Difference between revisions of "Make searchable PDFs"

Revision as of 15:05, 8 December 2021

For this recipe, we will focus on the main options. Excellent further documentation of additional options can be found here.

Use tesseract to convert a single jpeg into a PDF with searchable text

Tesseract has a particular way of being run:

           ----main options---- ------additional options------
          |                    |                              |
tesseract imagename outputbase [-l lang] [-psm] [configfile...]

In particular, rather than giving an output filename, you need to give an output "base" name (the first part of the output file name), and then separately a "configuration" which basically defines what kind(s) of output you want to produce. So for instance to convert the single JPEG (01_01.jpg) into a PDF named (01_01.pdf), you would use the command:

tesseract 01_01.jpg 01_01 pdf

NB: There is a SPACE between the basename, 01_01 and the kind of output, pdf.

If you type:

tesseract 01_01.jpg 01_01.pdf

then tesseract uses as output "basename" 01_01.pdf, and defaults to text output, producing a text file named:

01_01.pdf.txt

Joining PDFs (and preserving searchability)

Unfortunately using ImageMagick to join different PDF files together removes any non-image material (such as tesseract's OCR output). Luckily pdfunite (part of the poppler package) is a program that can join searchable PDFs and preserves this information!

To check pdfunite on just two particular files, you might try:

pdfunite 01_01.pdf 01_02.pdf output.pdf

Then finally, you can use a wildcard to join all the single page PDFs together:

pdfunite 01_*.pdf output.pdf

OCR script

Tesseract can only process one image at a time. This is not a bad thing. Following the command-line aesthetic of "doing one thing well" it does it's thing. It's then up to the intrepid shell scripter (that's you) to put tesseract commands into a loop to process a whole bunch of input files.

So, to combine the different steps above in a loop and finally joining the different PDFs into a single, searchable one using pdfunite:

mkdir -p icons
for i in *.jpg
do
	echo ocring $i...
	convert $i -resize 200x200 icons/$i
	tesseract $i `basename -s .jpg $i` pdf
done
pdfunite 01_*.pdf 01.pdf

pdfsandwich

pdfsandwich is a command that just calls a number of other commands to turn an input PDF (without text information) into a PDF with text (aka searchable).
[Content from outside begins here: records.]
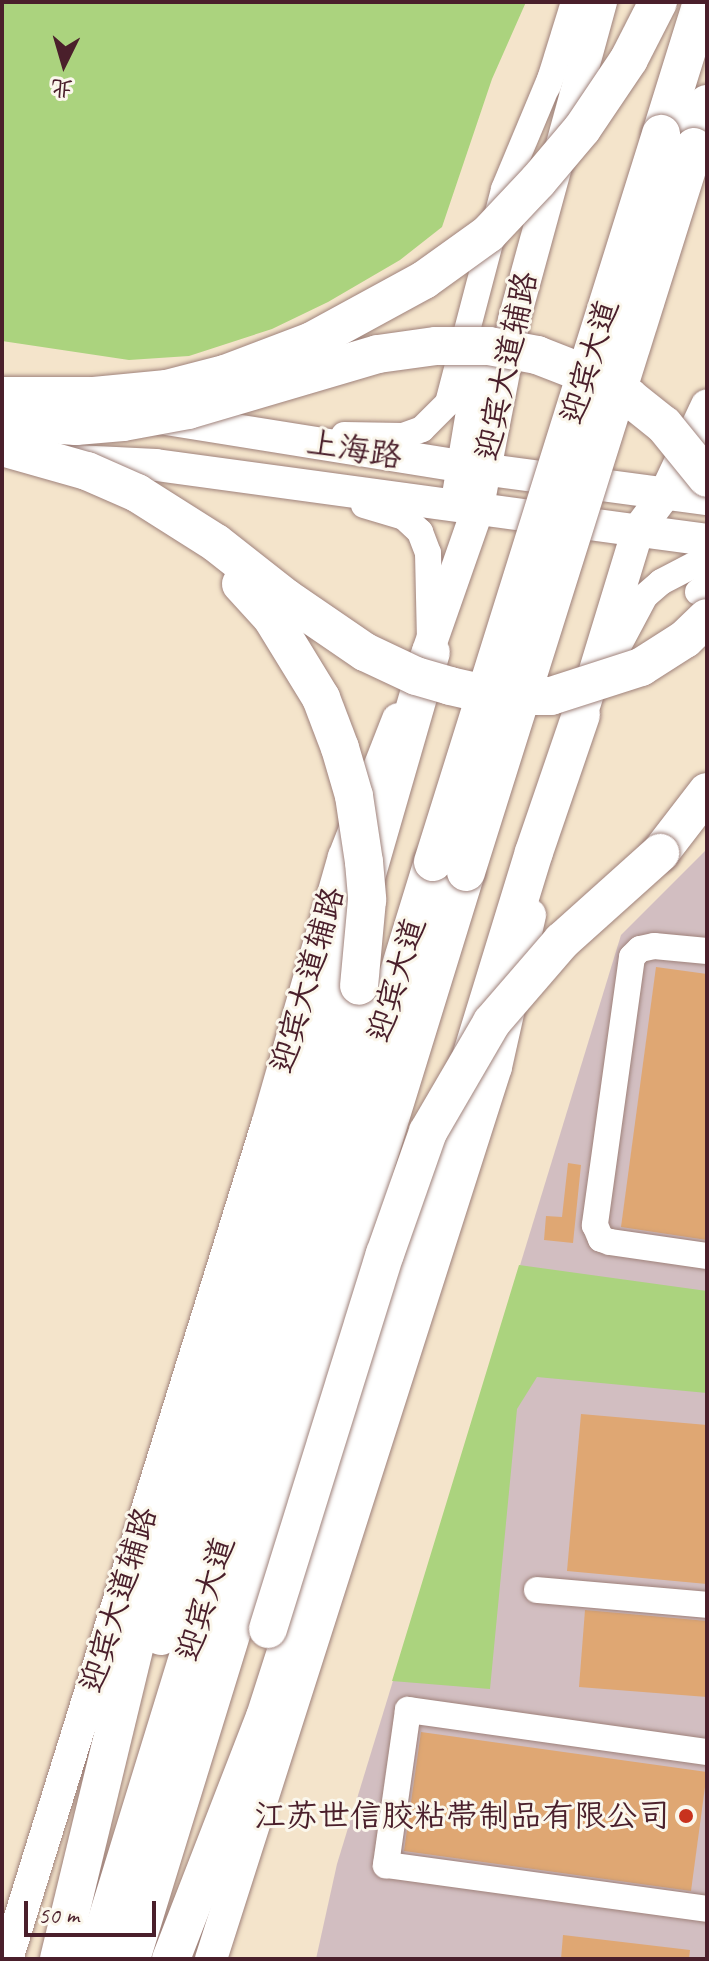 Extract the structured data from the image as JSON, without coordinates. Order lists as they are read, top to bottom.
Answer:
{
  "streets": {
    "highway": ["迎宾大道"],
    "main road": ["迎宾大道辅路", "上海路"]
  },
  "crossings": [
    ["迎宾大道辅路", "上海路"]
  ],
  "places": ["江苏世信胶粘带制品有限公司"],
  "scale_bar": "50 m",
  "north": "bottom"
}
It makes use of:

ImageMagick convert: to extract images from a source PDF
unpaper: to "fix" / clean up a scanned image to work
tesseract: to do OCR and produce a single page PDF
pdfunite: to "rebind" the single page PDFs back into a multi-page PDF

When you run the command in "verbose" mode, the script outputs a "trace" of the commands it's using (a bit like using the -x option on the bash command):

pdfsandwich -verbose test.pdf

pdfsandwich version 0.1.7
Checking for convert:
convert -version
Version: ImageMagick 6.9.10-23 Q16 x86_64 20190101 https://imagemagick.org
Copyright: © 1999-2019 ImageMagick Studio LLC
License: https://imagemagick.org/script/license.php
Features: Cipher DPC Modules OpenMP 
Delegates (built-in): bzlib djvu fftw fontconfig freetype heic jbig jng jp2 jpeg lcms lqr ltdl lzma openexr pangocairo png tiff webp wmf x xml zlib
Checking for unpaper:
unpaper -V
6.1
Checking for tesseract:
tesseract -v
tesseract 4.0.0
 leptonica-1.76.0
  libgif 5.1.4 : libjpeg 6b (libjpeg-turbo 1.5.2) : libpng 1.6.36 : libtiff 4.0.10 : zlib 1.2.11 : libwebp 0.6.1 : libopenjp2 2.3.0
 Found AVX2
 Found AVX
 Found SSE
Checking for gs:
gs -v
GPL Ghostscript 9.27 (2019-04-04)
Copyright (C) 2018 Artifex Software, Inc.  All rights reserved.
Checking for pdfinfo:
pdfinfo -v
Checking for pdfunite:
pdfunite -v
Input file: "zine.pdf"
Output file: "zine_ocr.pdf"
Number of pages in inputfile: 2
More threads than pages. Using 2 threads instead.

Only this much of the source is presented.